# [Work instruction]
Every line below that contains "Jaume" is to be copied.

══ Task data

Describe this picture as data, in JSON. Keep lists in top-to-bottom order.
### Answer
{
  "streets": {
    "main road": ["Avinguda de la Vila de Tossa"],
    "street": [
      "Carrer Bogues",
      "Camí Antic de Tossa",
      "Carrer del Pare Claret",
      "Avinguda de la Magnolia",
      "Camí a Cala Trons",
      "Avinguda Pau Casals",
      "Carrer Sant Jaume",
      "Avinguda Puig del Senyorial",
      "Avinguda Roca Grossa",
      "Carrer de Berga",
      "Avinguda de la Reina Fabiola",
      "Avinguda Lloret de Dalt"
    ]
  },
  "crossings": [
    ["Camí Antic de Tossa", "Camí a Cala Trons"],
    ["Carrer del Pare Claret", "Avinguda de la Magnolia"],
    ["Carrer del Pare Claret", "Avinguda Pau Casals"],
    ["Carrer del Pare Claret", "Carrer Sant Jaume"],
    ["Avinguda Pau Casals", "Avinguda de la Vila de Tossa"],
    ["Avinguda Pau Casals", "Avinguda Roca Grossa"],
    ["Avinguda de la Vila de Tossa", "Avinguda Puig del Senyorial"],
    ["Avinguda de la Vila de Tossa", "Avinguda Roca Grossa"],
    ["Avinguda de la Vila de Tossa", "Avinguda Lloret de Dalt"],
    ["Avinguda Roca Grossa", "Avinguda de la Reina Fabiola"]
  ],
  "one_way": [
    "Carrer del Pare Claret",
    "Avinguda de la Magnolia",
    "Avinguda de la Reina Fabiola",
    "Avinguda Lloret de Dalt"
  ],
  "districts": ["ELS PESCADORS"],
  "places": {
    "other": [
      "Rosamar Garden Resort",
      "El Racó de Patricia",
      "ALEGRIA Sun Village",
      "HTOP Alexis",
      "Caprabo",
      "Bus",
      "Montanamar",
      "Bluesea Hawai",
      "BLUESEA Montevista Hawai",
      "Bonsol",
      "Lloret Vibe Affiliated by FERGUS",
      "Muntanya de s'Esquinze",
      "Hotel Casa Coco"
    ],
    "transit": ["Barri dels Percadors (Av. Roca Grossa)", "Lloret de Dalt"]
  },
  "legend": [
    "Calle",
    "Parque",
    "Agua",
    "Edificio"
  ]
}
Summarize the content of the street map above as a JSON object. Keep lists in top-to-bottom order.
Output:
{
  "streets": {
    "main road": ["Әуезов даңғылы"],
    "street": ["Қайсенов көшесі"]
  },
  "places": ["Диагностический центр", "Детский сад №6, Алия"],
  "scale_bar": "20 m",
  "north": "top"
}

════

# [Task answer]
      "Carrer Sant Jaume",
    ["Carrer del Pare Claret", "Carrer Sant Jaume"],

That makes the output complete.